Saved entries:
....
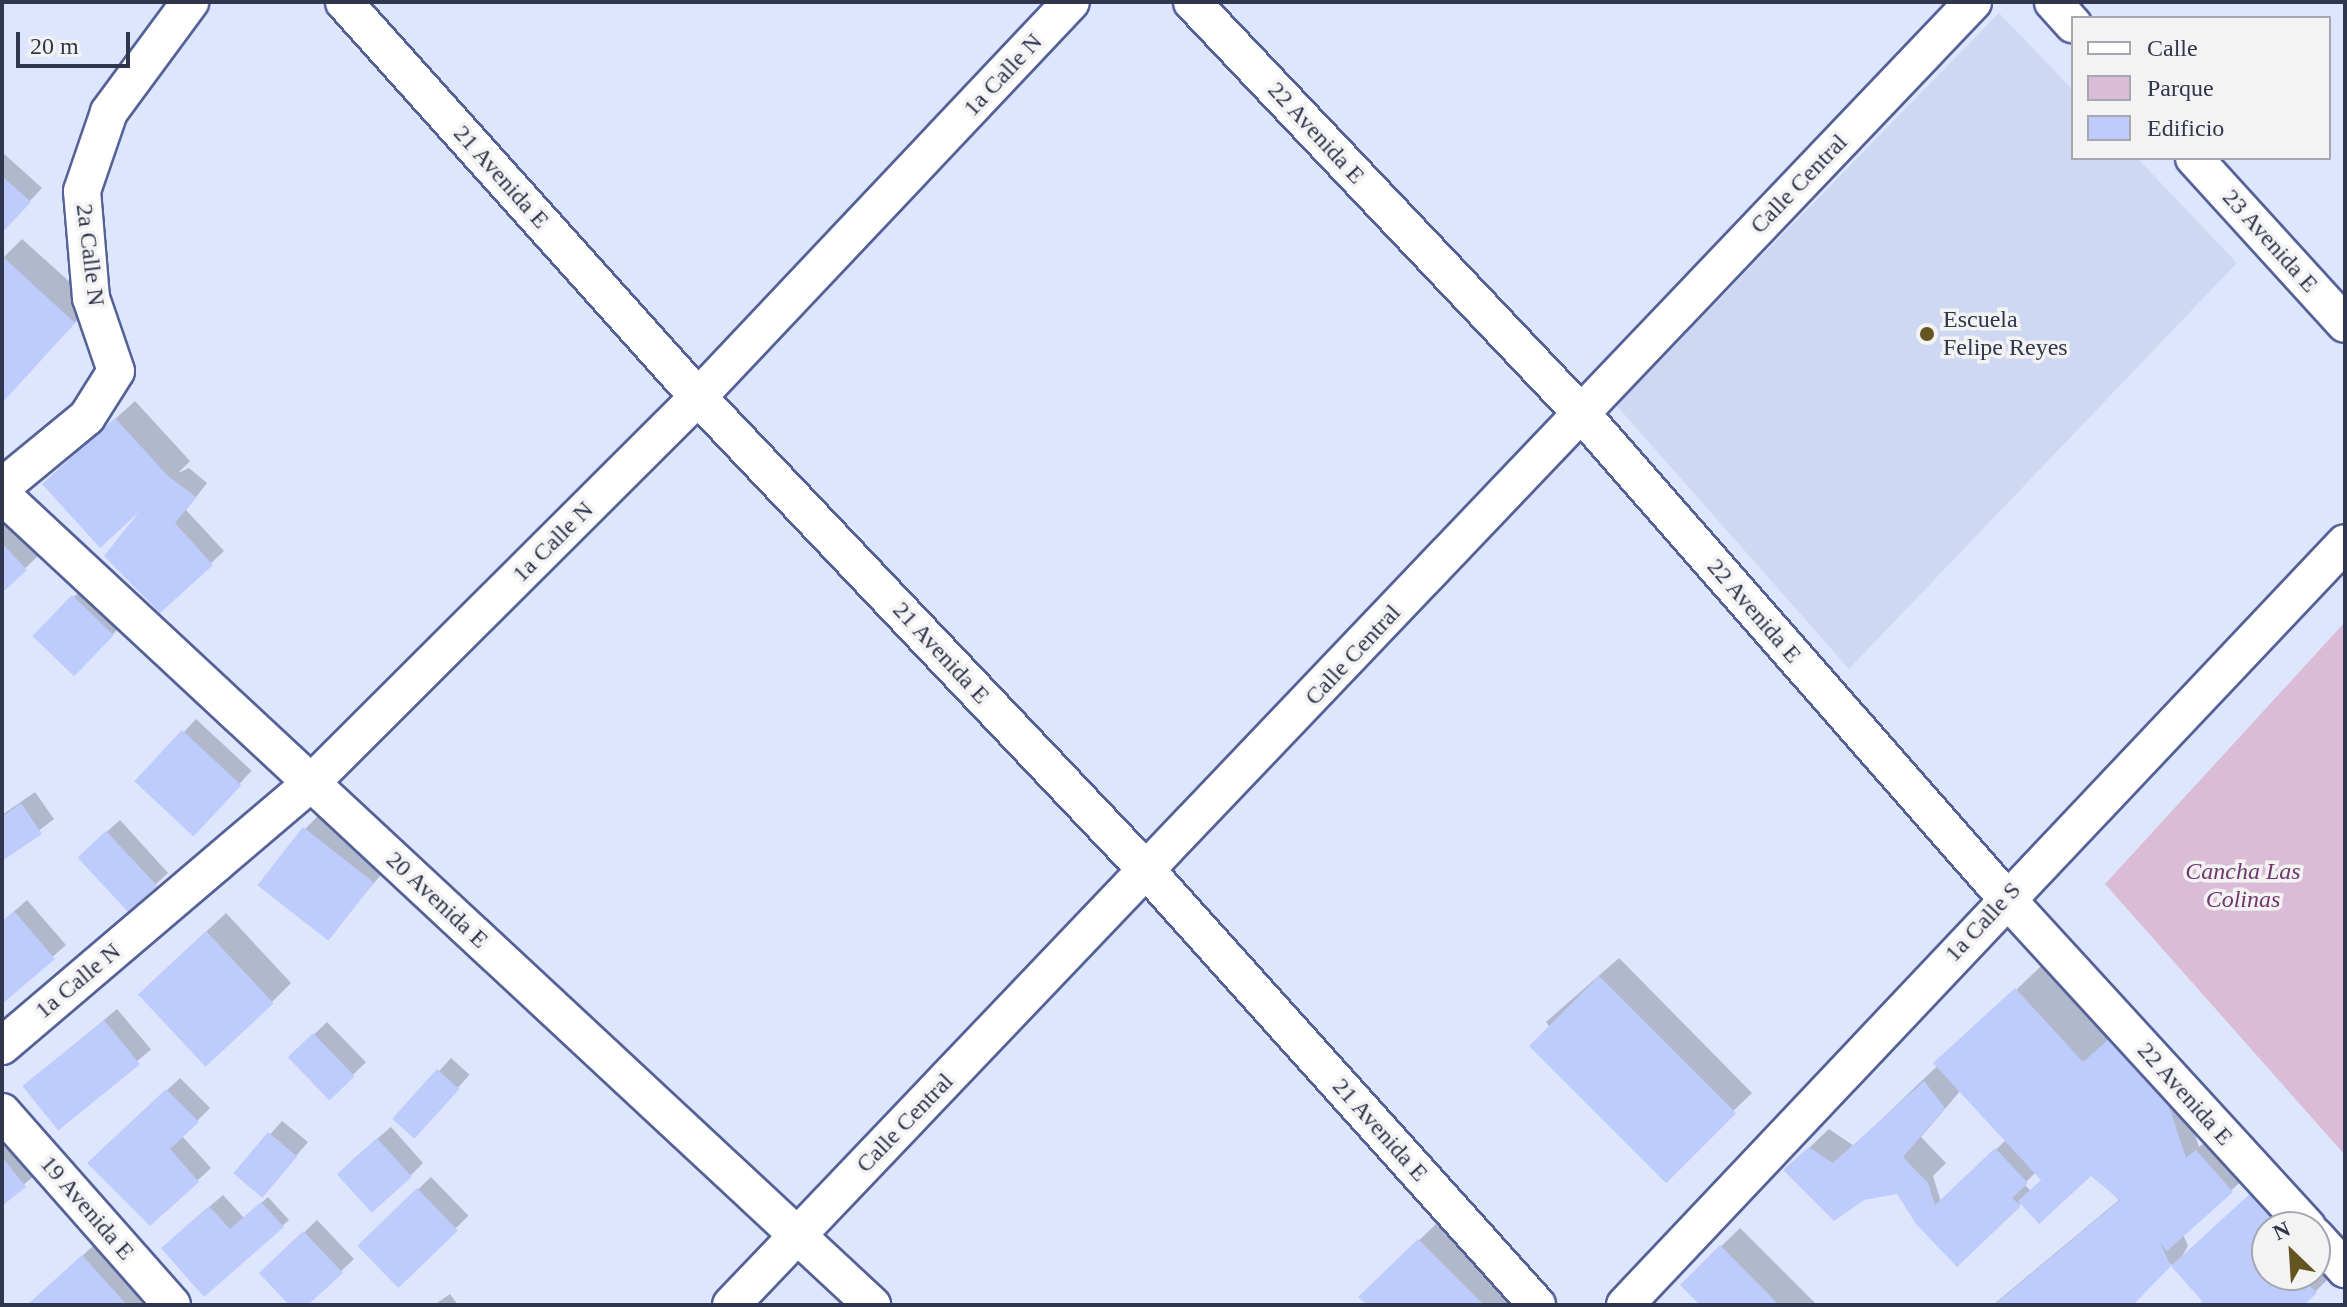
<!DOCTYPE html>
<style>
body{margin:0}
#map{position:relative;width:2347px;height:1307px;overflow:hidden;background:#dee6fe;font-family:Georgia,serif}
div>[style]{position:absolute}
.built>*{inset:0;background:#cfd8f3}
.green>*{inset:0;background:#dbbcd6}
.shadow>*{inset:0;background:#0003;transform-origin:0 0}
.building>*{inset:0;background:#bdccfc;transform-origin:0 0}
.roads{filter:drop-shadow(2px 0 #546298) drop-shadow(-2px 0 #546298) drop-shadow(0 2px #546298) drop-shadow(0 -2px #546298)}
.minor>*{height:36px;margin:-18px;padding:0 18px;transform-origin:18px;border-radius:18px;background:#fff}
.dots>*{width:22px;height:22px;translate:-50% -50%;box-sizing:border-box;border:4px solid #f3f3f3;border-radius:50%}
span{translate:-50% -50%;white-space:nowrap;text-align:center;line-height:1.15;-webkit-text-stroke:7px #f3f3f3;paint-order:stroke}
.street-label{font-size:24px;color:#2f364e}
.poi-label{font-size:24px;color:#2f364e}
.left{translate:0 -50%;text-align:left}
.park-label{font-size:24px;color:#72366c;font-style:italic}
.frame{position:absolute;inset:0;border:4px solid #2f364e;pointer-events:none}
.legend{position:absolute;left:2071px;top:16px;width:260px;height:144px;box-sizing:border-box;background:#f3f3f3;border:2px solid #a5a7b1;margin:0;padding:10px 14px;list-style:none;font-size:24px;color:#2f364e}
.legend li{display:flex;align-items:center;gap:16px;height:40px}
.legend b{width:40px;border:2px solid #a5a7b1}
.north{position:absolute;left:2251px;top:1211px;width:80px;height:80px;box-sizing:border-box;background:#f3f3f3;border:2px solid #a5a7b1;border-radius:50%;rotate:335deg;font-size:22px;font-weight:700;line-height:32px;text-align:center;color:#2f364e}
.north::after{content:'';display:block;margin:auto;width:28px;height:36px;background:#655522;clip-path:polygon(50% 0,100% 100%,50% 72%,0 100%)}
.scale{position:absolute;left:16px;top:32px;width:114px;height:36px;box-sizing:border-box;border:4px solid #2f364e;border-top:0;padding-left:10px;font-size:24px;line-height:28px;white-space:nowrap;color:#2f364e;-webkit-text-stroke:6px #f3f3f3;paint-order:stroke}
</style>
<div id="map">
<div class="built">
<div style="clip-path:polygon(1999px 13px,2073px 90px,2073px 158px,2137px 158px,2237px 263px,1849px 669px,1616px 405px)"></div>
</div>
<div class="green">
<div style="clip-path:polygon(2345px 622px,2345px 1155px,2105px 884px)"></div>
</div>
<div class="shadow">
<div style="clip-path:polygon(2px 152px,42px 188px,2px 231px)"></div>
<div style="clip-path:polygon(22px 239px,93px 303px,2px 402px,2px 259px)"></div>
<div style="clip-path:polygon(135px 401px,190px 461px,178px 473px,189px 468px,207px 483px,186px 510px,224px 551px,160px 611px,147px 506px,64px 465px)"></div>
<div style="clip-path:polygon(6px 521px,38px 556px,2px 590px,2px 525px)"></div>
<div style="left:86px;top:584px;width:54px;height:72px;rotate:43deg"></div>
<div style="left:196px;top:719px;width:76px;height:86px;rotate:43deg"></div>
<div style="clip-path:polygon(35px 792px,54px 819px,2px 859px,2px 815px)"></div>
<div style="clip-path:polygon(324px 810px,391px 863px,327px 938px,305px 829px)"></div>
<div style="clip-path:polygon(120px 820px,168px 873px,155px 885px,92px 845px)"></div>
<div style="clip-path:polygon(27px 900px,66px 945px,2px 1001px,2px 922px)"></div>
<div style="clip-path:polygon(226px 913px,291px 983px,272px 1002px,159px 976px)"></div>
<div style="clip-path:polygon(1619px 958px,1752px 1093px,1662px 1179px,1546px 1022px)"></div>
<div style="clip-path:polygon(evenodd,2041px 966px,2109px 1039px,2134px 1016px,2181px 1091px,2199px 1147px,2209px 1139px,2245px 1178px,2183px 1234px,2188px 1246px,2180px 1260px,2295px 1211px,2280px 1227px,2267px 1227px,2267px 1239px,2202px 1298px,2171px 1264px,2130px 1305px,1993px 1305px,2119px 1200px,2094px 1176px,2098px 1167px,2022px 1202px,1957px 1264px,1900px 1194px,1786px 1170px,1829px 1129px,1854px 1146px,2041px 966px,1961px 1090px,2006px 1140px,1941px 1202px,1933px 1176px,1946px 1163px,1921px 1137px,1961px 1090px,2041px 966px,2036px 1172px,2043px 1179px,2031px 1191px,2024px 1184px,2036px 1172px)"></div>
<div style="left:117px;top:1009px;width:53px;height:121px;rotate:50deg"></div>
<div style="left:327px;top:1022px;width:56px;height:51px;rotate:46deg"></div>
<div style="left:451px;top:1058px;width:25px;height:83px;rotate:42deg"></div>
<div style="clip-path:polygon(180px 1078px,210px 1108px,182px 1136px,211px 1168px,150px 1224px,102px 1151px)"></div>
<div style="clip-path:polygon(282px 1121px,308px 1142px,274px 1182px,236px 1173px)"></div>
<div style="clip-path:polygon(391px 1127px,423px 1163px,410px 1176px,351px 1161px)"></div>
<div style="clip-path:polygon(2px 1130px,37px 1173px,2px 1204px)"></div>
<div style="left:431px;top:1177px;width:54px;height:98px;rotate:46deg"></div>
<div style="clip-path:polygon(223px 1195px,244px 1218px,268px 1197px,289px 1220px,251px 1254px,177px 1235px)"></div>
<div style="clip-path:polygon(317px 1220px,354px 1259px,305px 1305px,292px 1305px,262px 1273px)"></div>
<div style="clip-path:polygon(1438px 1222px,1522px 1305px,1370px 1305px,1361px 1297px)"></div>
<div style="clip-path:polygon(1740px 1228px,1817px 1305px,1702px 1305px,1682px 1285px)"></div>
<div style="clip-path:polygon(102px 1238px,163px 1305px,28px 1305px)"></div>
<div style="clip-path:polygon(2267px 1244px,2267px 1275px,2315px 1275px,2315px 1253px,2334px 1273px,2302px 1305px,2202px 1305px)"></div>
<div style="clip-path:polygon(450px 1294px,458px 1305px,434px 1305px)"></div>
</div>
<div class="building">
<div style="clip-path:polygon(2px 176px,31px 202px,2px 233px)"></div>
<div style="clip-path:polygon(2px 256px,75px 323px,2px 403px)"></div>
<div style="clip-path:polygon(115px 418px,168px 476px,196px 497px,175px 523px,213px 565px,160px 613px,104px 556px,139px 512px,100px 548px,42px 484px)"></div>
<div style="clip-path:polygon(2px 543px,27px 570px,2px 593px)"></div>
<div style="left:72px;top:595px;width:58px;height:57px;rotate:44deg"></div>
<div style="left:182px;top:730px;width:81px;height:70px;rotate:43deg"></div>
<div style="clip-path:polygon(21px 803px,42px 834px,2px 861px,2px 817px)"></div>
<div style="left:303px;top:827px;width:90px;height:74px;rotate:38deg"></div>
<div style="left:106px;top:831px;width:75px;height:39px;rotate:47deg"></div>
<div style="clip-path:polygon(14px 911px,55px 959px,2px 1004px,2px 921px)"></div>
<div style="left:206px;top:931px;width:99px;height:93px;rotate:47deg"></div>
<div style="left:1599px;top:976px;width:194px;height:99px;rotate:45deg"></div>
<div style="clip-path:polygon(2015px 988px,2083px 1062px,2109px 1039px,2169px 1106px,2186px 1158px,2196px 1150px,2233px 1192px,2167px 1251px,2160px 1243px,2171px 1266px,2133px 1305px,1994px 1305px,2120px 1200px,2091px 1176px,2039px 1224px,2018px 1201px,2041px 1180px,1933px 1063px)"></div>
<div style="left:104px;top:1020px;width:57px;height:105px;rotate:51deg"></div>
<div style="left:313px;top:1033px;width:60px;height:35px;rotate:46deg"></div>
<div style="left:437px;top:1069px;width:30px;height:67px;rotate:42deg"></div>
<div style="clip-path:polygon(1924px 1081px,1945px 1108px,1903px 1157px,1928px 1183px,1935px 1205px,1995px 1148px,2028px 1183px,2012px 1198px,2021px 1206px,1957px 1267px,1916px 1224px,1897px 1194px,1864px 1200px,1834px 1221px,1783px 1170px,1809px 1147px,1833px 1163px)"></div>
<div style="clip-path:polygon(166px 1089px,199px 1122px,170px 1149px,199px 1182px,150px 1226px,87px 1163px)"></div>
<div style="left:268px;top:1132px;width:38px;height:54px;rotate:40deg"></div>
<div style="left:377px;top:1138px;width:52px;height:54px;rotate:48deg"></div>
<div style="clip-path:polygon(2px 1157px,26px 1187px,2px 1206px)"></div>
<div style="left:417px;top:1188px;width:59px;height:83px;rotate:46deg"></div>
<div style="clip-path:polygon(2253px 1191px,2284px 1225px,2267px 1227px,2267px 1241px,2256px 1251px,2267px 1243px,2267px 1275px,2299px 1275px,2317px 1293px,2304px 1305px,2198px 1305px,2202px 1301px,2171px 1266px)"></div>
<div style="clip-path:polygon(261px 1202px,284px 1227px,204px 1297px,161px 1248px,209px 1206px,230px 1229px)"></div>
<div style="clip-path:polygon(303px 1231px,343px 1273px,308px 1305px,289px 1305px,259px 1273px)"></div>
<div style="clip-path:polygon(1418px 1239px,1484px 1305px,1367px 1305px,1358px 1297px)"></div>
<div style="clip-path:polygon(1720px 1245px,1779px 1305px,1700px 1305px,1680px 1285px)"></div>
<div style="clip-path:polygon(82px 1255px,127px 1305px,27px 1305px)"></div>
</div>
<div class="roads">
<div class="minor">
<div style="left:344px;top:2px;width:530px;rotate:48.13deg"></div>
<div style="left:698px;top:397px;width:654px;rotate:46.55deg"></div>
<div style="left:1148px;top:872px;width:582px;rotate:48.06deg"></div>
<div style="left:1192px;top:2px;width:566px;rotate:46.58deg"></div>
<div style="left:1581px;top:413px;width:645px;rotate:48.77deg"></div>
<div style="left:2006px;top:898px;width:446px;rotate:47.5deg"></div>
<div style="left:2053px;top:2px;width:30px;rotate:48deg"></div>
<div style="left:2194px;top:158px;width:224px;rotate:47.7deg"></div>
<div style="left:2px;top:487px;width:110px;rotate:-39.5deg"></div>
<div style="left:87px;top:417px;width:54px;rotate:-57.8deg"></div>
<div style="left:116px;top:371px;width:77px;rotate:-108.9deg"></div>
<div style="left:91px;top:298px;width:107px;rotate:-94.8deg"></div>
<div style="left:82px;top:191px;width:83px;rotate:-71.1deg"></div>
<div style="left:109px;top:112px;width:137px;rotate:-53.6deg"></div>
<div style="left:2px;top:495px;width:1189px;rotate:42.95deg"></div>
<div style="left:2px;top:1046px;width:406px;rotate:-40.4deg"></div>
<div style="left:311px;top:783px;width:547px;rotate:-44.93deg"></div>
<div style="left:698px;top:397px;width:543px;rotate:-46.64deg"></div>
<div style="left:2px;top:1112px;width:257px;rotate:48.6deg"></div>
<div style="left:2315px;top:1236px;width:45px;rotate:47.7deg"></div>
<div style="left:731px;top:1305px;width:1800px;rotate:-46.37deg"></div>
<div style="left:1625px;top:1305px;width:1048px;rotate:-46.62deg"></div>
</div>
</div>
<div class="dots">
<div style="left:1927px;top:334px;background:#655522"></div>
</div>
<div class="street-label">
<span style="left:1003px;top:75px;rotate:-47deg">1a Calle N</span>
<span style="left:1316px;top:133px;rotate:47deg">22 Avenida E</span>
<span style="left:501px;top:177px;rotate:48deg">21 Avenida E</span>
<span style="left:1799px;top:184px;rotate:-46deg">Calle Central</span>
<span style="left:2270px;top:241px;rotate:48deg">23 Avenida E</span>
<span style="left:90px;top:255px;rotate:83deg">2a Calle N</span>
<span style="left:553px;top:542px;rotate:-45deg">1a Calle N</span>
<span style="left:1754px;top:611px;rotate:49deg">22 Avenida E</span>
<span style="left:941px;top:653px;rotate:47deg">21 Avenida E</span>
<span style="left:1353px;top:655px;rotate:-47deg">Calle Central</span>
<span style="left:437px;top:900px;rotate:43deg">20 Avenida E</span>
<span style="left:1983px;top:922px;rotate:-47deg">1a Calle S</span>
<span style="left:78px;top:981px;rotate:-40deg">1a Calle N</span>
<span style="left:2185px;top:1094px;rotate:48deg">22 Avenida E</span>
<span style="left:905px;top:1123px;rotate:-46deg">Calle Central</span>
<span style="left:1380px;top:1130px;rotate:48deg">21 Avenida E</span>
<span style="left:87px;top:1208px;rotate:49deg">19 Avenida E</span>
</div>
<div class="poi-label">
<span class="left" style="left:1943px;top:334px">Escuela<br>Felipe Reyes</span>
</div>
<div class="park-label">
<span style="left:2243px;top:886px">Cancha Las<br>Colinas</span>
</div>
<div class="frame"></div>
<ul class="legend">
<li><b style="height:10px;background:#fff"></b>Calle</li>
<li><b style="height:22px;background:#dbbcd6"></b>Parque</li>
<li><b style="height:22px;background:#bdccfc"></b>Edificio</li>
</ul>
<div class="north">N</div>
<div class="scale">20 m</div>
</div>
....
- **WHAT IS EXPECTED**:
Each line from the beginning of the entries up to and including the one containing "0 #546298) drop-shadow(-2px" must be restated exactly. Pictures are to be left out.

- **SOLUTION**:
<!DOCTYPE html>
<style>
body{margin:0}
#map{position:relative;width:2347px;height:1307px;overflow:hidden;background:#dee6fe;font-family:Georgia,serif}
div>[style]{position:absolute}
.built>*{inset:0;background:#cfd8f3}
.green>*{inset:0;background:#dbbcd6}
.shadow>*{inset:0;background:#0003;transform-origin:0 0}
.building>*{inset:0;background:#bdccfc;transform-origin:0 0}
.roads{filter:drop-shadow(2px 0 #546298) drop-shadow(-2px 0 #546298) drop-shadow(0 2px #546298) drop-shadow(0 -2px #546298)}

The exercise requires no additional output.